Find how many lines in the material hold the word "solid", then state that number and nothing more.

^^^^

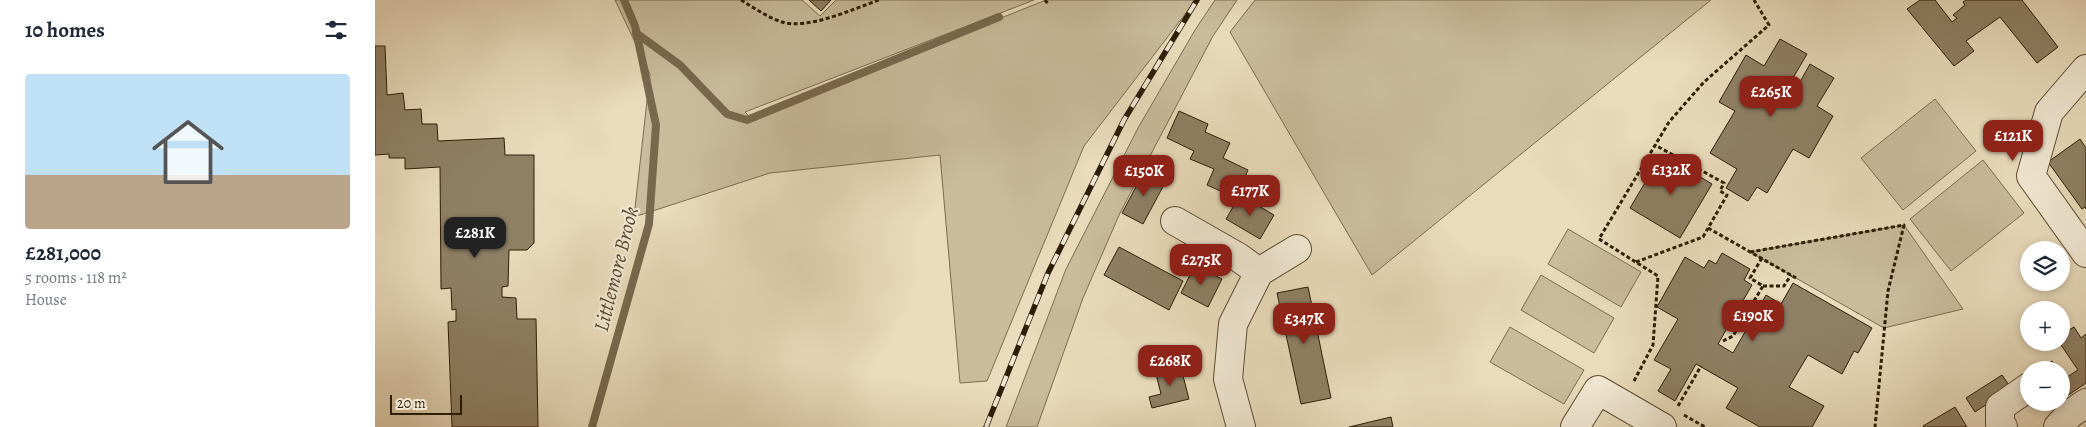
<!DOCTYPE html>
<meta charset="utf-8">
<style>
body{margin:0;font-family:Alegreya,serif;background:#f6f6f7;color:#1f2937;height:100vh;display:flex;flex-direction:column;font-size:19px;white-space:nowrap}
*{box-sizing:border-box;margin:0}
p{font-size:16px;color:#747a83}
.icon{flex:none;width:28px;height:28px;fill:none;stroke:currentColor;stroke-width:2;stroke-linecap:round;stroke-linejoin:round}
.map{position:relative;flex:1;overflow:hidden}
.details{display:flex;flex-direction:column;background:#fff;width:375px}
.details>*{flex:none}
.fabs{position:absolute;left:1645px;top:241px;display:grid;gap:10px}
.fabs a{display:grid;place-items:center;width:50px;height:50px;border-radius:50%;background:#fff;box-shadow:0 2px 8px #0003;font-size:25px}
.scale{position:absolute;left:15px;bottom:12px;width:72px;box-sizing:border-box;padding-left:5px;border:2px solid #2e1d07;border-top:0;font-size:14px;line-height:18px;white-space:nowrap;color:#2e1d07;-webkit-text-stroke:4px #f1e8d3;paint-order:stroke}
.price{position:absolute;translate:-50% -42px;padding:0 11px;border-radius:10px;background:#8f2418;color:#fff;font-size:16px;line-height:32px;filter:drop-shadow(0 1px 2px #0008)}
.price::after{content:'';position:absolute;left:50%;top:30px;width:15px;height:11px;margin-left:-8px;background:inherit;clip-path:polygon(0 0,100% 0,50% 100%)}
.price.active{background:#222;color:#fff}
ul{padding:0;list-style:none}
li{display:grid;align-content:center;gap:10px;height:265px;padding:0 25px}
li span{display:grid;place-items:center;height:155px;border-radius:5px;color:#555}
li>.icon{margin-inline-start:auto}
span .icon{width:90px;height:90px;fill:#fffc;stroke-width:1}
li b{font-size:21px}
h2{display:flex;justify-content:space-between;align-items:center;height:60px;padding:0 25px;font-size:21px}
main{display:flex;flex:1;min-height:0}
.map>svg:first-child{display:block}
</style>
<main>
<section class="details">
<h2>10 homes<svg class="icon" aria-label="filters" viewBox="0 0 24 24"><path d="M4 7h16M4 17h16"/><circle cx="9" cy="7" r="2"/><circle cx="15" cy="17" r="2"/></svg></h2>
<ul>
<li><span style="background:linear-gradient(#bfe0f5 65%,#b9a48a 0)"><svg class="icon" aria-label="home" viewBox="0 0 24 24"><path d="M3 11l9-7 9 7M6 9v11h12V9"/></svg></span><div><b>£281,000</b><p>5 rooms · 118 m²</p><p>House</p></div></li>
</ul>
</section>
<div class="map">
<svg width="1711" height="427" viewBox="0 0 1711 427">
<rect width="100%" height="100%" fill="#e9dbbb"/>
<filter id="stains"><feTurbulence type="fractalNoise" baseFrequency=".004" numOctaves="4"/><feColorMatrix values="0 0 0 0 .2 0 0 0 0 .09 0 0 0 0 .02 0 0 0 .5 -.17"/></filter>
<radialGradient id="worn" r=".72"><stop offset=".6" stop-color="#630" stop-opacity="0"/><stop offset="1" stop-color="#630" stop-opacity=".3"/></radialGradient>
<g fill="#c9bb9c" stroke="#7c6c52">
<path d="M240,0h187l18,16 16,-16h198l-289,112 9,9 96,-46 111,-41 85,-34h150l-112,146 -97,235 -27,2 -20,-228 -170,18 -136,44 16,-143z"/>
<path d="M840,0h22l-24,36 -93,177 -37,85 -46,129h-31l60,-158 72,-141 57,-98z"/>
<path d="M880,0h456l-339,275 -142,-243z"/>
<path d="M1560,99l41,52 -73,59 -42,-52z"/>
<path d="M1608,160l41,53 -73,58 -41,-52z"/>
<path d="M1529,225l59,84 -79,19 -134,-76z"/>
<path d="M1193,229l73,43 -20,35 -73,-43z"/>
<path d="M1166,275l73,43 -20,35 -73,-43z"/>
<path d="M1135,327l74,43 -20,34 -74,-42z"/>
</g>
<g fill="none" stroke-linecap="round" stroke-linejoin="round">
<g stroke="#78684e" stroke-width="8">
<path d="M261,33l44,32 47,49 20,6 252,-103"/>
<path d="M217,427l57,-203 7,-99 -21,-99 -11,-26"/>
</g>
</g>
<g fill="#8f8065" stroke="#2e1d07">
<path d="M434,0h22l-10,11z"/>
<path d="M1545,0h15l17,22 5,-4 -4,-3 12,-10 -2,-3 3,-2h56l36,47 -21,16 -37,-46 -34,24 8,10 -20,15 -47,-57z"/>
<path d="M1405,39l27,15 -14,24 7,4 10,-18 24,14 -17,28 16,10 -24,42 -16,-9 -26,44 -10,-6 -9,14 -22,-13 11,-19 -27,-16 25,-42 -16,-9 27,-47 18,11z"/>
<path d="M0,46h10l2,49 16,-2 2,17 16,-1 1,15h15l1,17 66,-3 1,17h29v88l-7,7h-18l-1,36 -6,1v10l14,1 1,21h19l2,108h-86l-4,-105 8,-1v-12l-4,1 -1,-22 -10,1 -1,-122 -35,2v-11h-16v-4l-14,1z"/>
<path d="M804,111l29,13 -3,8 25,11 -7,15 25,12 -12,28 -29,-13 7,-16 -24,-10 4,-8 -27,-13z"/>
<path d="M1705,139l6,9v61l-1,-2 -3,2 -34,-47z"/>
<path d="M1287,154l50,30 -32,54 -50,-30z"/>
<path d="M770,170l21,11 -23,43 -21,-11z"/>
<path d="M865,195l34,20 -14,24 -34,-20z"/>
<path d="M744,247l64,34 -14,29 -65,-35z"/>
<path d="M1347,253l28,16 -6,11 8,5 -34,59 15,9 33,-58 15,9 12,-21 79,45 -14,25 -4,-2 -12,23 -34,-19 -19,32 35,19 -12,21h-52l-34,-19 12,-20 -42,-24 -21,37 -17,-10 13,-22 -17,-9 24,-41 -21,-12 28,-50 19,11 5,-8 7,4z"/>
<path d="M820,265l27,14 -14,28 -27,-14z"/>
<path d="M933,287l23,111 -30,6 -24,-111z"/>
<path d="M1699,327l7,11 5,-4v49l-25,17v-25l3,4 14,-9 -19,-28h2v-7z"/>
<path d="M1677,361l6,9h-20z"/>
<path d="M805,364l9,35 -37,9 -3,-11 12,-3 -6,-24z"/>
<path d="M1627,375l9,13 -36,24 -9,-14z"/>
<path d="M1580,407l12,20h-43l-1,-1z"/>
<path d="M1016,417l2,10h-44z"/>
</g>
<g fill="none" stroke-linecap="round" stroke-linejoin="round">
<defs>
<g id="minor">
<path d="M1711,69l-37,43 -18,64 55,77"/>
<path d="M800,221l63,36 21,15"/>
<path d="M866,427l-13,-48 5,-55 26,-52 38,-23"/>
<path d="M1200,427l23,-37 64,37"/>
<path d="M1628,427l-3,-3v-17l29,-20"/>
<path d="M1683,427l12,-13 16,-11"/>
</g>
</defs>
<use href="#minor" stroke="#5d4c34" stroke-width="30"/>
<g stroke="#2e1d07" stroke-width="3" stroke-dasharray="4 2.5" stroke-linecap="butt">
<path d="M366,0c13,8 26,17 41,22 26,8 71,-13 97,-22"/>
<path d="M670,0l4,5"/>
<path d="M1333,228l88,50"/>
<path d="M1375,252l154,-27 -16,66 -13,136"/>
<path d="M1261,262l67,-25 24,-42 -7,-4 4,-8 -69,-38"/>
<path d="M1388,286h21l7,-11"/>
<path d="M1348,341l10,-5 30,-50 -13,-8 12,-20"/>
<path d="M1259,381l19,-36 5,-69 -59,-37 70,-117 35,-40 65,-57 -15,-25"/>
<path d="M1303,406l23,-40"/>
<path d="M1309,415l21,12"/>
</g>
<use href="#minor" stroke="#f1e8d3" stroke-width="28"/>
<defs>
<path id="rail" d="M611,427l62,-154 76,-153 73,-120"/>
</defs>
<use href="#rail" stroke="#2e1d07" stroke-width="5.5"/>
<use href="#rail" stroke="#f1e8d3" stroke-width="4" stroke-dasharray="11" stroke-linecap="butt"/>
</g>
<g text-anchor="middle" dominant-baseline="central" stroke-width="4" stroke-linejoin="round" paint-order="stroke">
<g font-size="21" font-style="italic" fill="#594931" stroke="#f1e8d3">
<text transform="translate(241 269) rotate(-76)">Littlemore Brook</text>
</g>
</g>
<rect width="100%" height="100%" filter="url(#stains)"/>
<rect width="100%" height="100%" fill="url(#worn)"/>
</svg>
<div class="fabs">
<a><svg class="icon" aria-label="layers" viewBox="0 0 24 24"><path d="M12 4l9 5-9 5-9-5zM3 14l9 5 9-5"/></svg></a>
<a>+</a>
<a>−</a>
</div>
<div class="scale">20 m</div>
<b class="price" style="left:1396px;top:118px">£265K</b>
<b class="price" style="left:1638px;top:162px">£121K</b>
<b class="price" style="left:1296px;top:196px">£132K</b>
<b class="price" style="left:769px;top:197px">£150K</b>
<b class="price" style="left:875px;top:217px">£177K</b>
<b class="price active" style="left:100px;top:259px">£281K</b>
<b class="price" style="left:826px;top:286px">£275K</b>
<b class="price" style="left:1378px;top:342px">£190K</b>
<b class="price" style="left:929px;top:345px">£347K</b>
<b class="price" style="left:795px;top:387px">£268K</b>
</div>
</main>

^^^^

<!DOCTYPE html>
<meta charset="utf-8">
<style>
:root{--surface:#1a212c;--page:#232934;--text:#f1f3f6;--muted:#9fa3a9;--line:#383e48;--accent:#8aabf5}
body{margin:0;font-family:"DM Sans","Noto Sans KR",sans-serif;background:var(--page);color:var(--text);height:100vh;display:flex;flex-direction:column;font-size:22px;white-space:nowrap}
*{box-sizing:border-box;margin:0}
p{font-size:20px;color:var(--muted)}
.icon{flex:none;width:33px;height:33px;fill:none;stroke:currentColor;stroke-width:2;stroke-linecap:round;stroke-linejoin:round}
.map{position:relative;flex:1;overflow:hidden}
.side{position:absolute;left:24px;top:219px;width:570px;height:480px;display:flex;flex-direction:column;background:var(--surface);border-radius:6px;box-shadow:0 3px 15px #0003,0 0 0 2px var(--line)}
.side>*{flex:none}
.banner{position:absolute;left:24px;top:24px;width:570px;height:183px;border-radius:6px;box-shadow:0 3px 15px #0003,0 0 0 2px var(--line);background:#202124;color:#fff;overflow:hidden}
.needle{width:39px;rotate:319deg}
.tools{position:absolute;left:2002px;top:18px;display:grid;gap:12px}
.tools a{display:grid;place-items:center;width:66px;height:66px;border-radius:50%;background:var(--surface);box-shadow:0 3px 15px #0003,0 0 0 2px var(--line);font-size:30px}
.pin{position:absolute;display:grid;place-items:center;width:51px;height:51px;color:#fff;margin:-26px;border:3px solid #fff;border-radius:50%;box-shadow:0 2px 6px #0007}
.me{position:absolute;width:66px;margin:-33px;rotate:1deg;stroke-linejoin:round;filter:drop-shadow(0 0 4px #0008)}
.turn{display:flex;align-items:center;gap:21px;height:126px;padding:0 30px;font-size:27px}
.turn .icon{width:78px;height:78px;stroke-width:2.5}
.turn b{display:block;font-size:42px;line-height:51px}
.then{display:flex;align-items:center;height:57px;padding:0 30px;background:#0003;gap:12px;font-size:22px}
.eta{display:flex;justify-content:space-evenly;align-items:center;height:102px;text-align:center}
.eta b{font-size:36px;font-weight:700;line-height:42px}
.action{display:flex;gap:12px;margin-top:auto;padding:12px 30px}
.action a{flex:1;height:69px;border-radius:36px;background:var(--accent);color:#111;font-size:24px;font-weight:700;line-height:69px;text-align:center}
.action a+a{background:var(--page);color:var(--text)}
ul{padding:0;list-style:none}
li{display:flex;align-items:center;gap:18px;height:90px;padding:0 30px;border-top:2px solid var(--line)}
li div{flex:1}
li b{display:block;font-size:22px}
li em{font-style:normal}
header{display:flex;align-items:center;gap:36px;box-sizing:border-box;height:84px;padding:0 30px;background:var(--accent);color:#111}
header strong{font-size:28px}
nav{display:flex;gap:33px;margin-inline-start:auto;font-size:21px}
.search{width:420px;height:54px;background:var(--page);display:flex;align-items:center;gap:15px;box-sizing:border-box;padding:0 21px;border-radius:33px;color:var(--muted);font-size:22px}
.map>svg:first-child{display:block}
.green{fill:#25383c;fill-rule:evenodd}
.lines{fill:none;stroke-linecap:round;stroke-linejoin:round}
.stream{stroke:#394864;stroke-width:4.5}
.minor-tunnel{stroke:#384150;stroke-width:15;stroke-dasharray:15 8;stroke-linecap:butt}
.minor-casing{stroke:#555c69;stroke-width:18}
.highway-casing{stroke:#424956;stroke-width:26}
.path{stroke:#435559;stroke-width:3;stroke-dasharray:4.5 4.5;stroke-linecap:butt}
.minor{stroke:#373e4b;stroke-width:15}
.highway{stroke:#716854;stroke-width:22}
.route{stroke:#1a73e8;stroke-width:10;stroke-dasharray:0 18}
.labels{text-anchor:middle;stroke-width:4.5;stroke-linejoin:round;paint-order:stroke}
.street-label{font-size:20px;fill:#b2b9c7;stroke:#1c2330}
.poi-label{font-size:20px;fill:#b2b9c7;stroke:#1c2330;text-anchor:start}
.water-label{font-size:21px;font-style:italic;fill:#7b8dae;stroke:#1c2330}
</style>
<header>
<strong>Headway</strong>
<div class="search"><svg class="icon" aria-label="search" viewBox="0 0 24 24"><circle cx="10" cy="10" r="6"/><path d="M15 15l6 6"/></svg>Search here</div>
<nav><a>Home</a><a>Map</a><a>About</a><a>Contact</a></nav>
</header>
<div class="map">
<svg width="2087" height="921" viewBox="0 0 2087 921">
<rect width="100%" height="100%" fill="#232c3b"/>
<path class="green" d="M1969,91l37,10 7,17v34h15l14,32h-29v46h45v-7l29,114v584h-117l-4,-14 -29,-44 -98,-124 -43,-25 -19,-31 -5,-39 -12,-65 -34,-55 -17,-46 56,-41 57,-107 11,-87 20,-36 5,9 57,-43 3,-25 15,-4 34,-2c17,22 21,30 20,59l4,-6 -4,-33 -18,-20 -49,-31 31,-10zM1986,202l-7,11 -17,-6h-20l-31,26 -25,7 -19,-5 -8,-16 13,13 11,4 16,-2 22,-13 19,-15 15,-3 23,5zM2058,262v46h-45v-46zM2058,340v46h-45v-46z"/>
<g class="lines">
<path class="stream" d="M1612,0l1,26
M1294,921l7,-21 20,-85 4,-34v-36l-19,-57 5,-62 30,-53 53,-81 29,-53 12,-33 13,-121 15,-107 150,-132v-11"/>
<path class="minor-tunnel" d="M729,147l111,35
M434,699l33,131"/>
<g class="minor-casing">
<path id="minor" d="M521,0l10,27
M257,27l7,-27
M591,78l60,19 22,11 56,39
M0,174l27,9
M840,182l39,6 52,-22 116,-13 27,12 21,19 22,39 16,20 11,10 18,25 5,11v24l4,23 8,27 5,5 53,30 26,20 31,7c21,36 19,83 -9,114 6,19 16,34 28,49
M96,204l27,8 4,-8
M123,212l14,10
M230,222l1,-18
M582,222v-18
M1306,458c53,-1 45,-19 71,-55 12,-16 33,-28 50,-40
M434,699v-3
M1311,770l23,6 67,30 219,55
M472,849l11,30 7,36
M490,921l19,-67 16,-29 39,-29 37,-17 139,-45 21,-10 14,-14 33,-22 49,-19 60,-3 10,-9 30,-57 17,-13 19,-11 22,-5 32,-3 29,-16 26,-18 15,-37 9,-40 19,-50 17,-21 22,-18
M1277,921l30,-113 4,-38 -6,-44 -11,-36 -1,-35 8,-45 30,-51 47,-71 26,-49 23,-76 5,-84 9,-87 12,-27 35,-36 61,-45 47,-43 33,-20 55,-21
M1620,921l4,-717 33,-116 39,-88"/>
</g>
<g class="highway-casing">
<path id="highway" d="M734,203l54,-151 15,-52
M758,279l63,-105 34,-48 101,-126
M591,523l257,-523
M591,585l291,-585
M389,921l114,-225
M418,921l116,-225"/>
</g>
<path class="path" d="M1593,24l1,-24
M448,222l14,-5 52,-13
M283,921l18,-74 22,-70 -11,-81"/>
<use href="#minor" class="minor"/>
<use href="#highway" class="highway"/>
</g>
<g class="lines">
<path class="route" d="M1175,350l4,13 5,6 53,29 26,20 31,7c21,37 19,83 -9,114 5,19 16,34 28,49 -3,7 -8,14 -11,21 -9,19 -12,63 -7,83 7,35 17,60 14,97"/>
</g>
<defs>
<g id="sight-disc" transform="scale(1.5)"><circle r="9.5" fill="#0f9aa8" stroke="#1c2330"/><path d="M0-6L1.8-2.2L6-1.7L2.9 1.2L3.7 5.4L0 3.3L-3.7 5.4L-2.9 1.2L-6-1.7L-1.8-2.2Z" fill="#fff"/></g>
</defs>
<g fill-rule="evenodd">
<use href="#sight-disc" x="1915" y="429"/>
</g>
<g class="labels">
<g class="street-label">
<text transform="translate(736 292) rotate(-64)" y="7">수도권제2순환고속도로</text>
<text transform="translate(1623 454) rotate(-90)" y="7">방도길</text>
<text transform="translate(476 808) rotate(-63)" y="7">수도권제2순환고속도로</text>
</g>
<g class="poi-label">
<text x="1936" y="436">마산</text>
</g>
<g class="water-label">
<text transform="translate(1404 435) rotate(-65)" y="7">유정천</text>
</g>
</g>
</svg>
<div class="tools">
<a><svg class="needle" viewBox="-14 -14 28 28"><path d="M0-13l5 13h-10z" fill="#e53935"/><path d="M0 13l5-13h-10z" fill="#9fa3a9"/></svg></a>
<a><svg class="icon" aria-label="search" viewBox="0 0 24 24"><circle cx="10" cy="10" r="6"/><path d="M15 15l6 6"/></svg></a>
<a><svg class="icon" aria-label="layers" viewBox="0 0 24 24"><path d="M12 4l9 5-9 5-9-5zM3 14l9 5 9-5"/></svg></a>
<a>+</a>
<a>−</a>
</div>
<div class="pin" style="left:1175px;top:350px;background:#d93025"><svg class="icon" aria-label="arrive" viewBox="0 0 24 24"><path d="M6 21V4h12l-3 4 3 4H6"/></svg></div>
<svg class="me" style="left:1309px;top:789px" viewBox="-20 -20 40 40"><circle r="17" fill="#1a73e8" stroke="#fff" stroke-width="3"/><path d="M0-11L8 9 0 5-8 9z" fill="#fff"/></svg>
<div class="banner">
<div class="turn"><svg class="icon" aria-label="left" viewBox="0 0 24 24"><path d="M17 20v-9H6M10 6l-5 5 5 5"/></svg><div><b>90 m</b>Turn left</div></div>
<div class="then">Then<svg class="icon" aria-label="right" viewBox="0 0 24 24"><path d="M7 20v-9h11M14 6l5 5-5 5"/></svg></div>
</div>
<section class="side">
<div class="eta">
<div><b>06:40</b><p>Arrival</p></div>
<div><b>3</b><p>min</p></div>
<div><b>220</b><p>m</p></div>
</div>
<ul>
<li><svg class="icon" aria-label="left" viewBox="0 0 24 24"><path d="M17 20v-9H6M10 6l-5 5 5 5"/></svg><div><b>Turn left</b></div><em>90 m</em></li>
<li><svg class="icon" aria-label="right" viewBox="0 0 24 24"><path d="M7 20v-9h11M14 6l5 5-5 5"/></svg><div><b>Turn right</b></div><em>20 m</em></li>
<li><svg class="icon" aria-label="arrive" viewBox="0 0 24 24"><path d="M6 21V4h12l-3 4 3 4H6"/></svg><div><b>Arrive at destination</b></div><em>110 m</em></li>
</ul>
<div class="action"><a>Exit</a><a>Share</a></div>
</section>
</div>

^^^^

Result for this exercise: 3